Assignment: Scan the material below for lines with the word "grid". Reply with the count and no other words.

○ ○ ○ ○

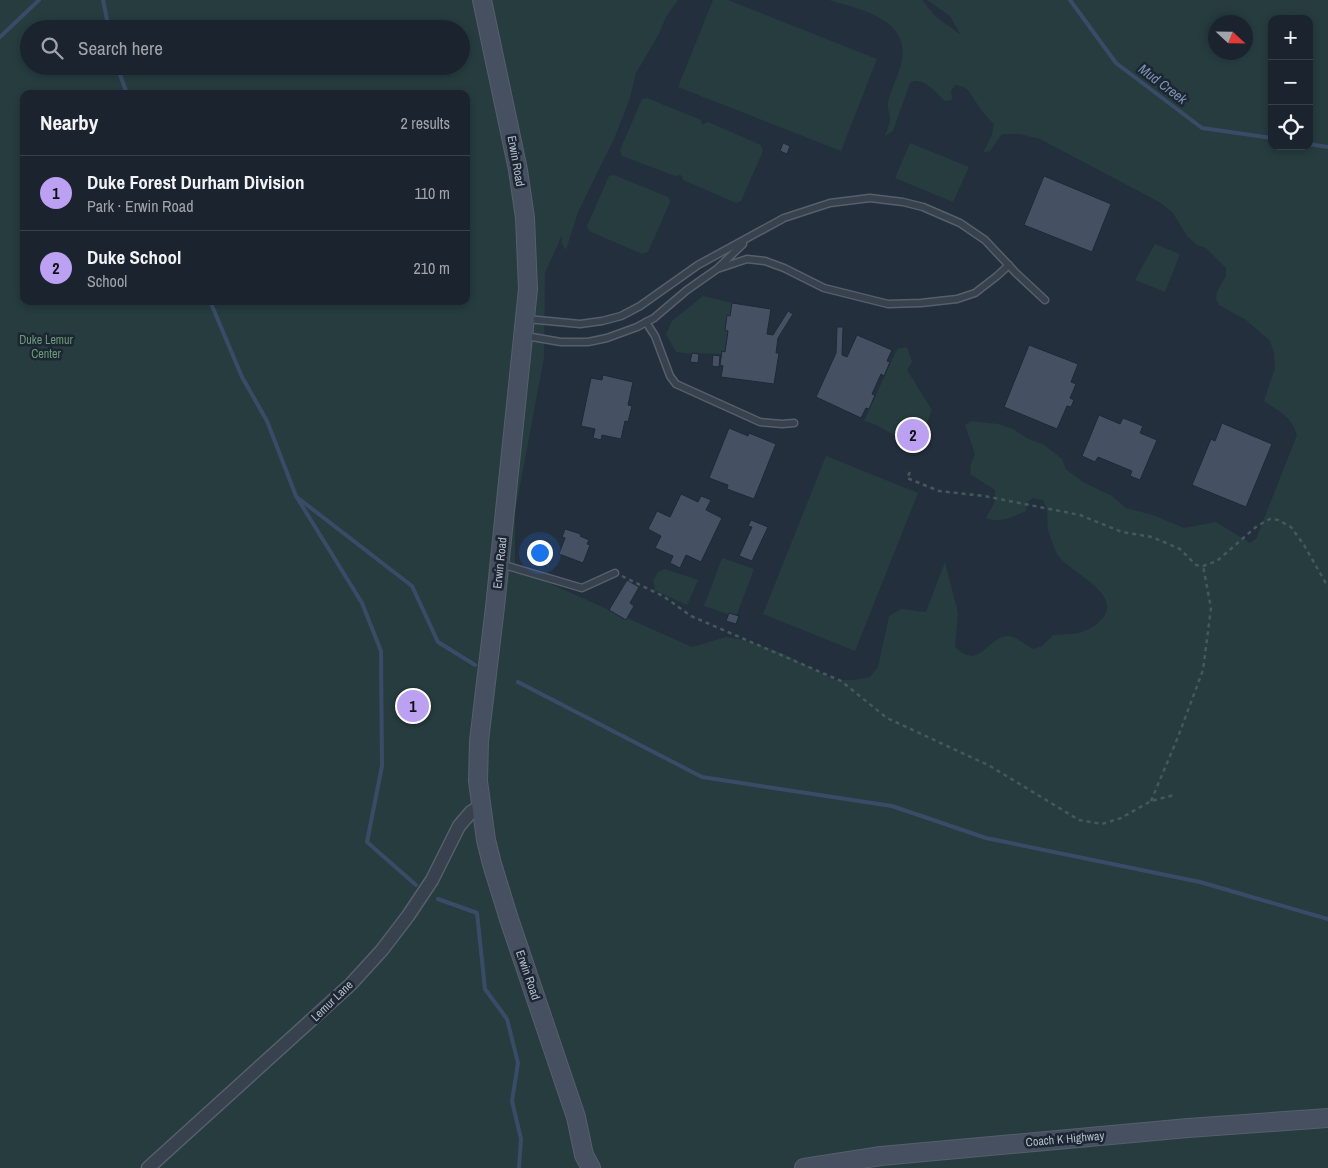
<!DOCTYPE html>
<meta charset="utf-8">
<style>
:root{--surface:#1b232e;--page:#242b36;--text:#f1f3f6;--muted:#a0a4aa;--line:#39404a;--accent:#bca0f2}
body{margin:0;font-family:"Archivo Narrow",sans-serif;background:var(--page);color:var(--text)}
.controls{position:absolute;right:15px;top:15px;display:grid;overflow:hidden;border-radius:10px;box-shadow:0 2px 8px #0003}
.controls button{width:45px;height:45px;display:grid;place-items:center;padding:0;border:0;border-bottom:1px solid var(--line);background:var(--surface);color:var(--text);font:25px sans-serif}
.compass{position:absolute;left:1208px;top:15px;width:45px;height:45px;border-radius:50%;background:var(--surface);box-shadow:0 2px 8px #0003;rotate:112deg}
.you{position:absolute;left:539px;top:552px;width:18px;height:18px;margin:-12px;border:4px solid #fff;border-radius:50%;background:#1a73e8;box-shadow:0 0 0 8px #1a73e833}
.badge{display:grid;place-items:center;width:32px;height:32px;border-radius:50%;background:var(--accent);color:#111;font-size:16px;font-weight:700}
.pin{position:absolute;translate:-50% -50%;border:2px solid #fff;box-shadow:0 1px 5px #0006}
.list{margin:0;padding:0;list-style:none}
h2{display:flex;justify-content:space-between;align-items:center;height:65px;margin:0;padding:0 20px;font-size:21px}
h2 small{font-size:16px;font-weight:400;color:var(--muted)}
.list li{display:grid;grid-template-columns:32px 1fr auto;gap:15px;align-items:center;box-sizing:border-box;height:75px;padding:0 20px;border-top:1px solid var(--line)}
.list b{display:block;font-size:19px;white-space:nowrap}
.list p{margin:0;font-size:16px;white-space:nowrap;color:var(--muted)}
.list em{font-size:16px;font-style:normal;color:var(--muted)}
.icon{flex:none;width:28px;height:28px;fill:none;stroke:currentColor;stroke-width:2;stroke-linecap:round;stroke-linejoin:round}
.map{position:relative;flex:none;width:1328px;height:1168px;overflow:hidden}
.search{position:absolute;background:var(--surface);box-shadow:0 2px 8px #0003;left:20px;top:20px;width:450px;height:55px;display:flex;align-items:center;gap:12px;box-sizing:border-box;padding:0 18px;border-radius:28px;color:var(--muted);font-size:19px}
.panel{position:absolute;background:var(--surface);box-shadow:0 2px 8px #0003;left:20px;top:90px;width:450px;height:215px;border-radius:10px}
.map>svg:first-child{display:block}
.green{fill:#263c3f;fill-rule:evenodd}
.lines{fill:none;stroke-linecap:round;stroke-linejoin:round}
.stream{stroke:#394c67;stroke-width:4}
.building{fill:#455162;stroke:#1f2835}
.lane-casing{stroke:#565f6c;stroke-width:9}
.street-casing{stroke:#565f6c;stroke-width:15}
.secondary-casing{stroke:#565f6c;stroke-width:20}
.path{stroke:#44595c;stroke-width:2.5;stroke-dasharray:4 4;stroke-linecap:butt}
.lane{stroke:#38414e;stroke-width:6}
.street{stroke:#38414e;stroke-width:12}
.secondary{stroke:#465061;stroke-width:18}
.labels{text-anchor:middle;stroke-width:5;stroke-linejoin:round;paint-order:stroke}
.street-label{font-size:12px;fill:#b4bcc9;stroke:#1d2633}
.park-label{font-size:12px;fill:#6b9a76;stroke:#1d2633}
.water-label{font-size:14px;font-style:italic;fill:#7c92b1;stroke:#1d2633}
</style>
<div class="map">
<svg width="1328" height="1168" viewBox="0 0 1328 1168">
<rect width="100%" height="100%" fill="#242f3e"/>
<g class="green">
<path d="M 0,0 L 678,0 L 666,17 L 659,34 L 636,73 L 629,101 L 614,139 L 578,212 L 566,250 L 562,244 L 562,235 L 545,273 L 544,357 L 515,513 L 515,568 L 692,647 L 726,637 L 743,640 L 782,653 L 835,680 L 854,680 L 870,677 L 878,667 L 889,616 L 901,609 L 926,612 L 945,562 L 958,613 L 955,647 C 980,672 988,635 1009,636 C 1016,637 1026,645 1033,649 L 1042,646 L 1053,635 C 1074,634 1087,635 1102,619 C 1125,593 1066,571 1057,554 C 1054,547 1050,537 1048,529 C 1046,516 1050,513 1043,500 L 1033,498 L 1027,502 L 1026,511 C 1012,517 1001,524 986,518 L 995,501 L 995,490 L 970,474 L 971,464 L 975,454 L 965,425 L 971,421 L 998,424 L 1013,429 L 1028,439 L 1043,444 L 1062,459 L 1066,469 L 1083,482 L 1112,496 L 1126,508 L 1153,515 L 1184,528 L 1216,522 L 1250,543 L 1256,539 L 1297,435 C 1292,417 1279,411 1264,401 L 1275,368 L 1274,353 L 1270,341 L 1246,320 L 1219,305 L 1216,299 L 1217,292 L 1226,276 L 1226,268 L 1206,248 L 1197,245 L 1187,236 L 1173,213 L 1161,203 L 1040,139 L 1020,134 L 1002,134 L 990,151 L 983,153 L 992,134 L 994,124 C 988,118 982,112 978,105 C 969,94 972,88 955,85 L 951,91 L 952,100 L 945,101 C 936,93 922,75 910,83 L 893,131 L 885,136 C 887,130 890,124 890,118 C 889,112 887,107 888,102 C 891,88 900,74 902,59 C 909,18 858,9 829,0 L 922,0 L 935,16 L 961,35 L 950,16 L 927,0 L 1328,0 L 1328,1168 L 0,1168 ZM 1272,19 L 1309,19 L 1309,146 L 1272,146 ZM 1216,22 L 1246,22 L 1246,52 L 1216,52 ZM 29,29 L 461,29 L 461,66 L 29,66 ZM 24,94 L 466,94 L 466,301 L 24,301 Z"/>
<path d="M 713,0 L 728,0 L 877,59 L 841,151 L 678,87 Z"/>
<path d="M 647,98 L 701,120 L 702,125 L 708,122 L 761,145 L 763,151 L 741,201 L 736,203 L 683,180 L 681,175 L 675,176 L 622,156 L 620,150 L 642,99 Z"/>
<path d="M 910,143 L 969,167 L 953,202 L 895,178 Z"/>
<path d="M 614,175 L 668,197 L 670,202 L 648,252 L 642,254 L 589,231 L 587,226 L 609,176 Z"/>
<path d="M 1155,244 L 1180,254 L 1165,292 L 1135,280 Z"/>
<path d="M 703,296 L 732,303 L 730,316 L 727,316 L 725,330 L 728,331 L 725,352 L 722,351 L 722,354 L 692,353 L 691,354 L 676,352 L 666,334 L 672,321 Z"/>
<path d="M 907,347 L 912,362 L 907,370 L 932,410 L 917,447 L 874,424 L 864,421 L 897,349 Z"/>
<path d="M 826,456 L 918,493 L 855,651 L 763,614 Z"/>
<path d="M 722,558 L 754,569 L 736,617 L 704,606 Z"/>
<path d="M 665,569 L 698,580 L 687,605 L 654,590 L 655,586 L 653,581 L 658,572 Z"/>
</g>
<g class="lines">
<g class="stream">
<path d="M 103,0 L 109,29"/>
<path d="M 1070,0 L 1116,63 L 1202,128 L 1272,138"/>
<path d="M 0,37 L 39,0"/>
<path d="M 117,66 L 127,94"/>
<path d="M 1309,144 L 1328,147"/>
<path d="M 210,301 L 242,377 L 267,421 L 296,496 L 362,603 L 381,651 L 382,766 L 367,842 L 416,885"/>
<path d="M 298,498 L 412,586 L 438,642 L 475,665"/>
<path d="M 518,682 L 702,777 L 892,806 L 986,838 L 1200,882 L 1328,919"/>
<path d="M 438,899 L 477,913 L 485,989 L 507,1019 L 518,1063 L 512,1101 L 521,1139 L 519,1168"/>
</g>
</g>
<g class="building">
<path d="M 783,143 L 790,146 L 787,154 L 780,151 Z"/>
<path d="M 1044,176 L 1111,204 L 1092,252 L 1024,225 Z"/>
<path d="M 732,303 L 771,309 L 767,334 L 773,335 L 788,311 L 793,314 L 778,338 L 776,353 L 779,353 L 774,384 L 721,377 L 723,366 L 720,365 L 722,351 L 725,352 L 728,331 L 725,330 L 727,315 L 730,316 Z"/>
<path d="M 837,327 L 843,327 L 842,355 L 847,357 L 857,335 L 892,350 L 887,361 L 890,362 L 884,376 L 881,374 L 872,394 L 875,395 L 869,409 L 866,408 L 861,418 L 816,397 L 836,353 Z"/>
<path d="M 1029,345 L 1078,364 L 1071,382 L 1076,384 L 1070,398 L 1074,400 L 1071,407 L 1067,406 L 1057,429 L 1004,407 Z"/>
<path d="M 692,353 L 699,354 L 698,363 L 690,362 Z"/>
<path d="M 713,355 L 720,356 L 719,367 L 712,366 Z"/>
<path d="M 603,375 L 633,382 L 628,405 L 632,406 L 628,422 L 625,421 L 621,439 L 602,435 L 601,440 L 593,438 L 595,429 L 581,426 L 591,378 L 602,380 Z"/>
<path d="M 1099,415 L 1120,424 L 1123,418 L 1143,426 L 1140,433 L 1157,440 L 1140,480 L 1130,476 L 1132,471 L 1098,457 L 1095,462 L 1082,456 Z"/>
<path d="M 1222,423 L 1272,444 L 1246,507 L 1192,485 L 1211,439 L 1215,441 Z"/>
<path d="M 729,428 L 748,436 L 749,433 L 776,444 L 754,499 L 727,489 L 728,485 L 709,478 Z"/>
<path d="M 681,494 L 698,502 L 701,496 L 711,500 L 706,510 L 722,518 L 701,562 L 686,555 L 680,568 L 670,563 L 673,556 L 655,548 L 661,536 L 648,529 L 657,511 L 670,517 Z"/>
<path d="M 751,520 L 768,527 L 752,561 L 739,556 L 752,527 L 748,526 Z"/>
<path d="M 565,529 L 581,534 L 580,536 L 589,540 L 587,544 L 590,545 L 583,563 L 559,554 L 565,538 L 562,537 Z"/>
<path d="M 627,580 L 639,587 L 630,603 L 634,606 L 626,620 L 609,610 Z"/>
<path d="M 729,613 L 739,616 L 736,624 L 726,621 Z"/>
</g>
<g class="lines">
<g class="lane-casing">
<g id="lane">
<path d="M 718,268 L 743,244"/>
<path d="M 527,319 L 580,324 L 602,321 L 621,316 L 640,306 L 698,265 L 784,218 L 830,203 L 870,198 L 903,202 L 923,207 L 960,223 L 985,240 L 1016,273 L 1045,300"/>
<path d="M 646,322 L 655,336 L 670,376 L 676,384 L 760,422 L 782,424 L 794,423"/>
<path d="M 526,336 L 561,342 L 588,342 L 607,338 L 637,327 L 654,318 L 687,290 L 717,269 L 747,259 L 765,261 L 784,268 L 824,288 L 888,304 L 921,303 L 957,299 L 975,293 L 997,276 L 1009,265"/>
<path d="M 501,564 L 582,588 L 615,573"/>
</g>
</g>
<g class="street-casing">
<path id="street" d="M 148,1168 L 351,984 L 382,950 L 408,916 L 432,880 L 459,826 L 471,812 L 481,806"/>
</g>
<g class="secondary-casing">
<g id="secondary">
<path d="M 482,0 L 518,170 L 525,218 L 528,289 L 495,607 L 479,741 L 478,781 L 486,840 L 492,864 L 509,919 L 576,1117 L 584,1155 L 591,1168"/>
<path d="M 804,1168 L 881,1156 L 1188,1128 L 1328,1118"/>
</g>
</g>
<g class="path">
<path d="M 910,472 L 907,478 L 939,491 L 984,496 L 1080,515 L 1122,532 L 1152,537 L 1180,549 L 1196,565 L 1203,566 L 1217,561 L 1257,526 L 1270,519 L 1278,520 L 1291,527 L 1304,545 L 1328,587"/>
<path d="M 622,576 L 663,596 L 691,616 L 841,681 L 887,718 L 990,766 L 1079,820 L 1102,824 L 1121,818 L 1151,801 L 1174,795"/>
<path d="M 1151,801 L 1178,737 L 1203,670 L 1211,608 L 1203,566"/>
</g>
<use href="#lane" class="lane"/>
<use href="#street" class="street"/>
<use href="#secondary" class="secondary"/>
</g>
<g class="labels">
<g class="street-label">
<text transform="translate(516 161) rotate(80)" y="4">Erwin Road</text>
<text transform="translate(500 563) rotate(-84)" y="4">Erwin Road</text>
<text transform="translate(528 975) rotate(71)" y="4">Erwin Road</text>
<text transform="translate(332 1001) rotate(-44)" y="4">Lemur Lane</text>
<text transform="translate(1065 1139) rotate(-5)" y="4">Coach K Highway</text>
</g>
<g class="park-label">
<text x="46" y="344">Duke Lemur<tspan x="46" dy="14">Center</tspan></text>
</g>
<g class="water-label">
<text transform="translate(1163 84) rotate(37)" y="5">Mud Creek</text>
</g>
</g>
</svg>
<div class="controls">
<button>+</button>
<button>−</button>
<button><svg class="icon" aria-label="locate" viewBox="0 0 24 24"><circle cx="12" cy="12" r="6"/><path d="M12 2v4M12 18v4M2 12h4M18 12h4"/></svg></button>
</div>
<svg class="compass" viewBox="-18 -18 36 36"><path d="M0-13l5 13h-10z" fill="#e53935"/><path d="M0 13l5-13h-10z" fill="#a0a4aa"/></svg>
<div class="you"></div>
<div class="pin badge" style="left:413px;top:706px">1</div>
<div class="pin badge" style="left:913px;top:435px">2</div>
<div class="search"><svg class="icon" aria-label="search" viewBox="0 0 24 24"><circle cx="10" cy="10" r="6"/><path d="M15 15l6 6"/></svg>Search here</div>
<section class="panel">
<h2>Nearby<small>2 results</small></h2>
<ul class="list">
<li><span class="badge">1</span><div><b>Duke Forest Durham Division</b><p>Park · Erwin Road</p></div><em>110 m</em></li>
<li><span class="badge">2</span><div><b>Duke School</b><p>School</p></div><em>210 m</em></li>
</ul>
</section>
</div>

○ ○ ○ ○

Solution to the exercise: 4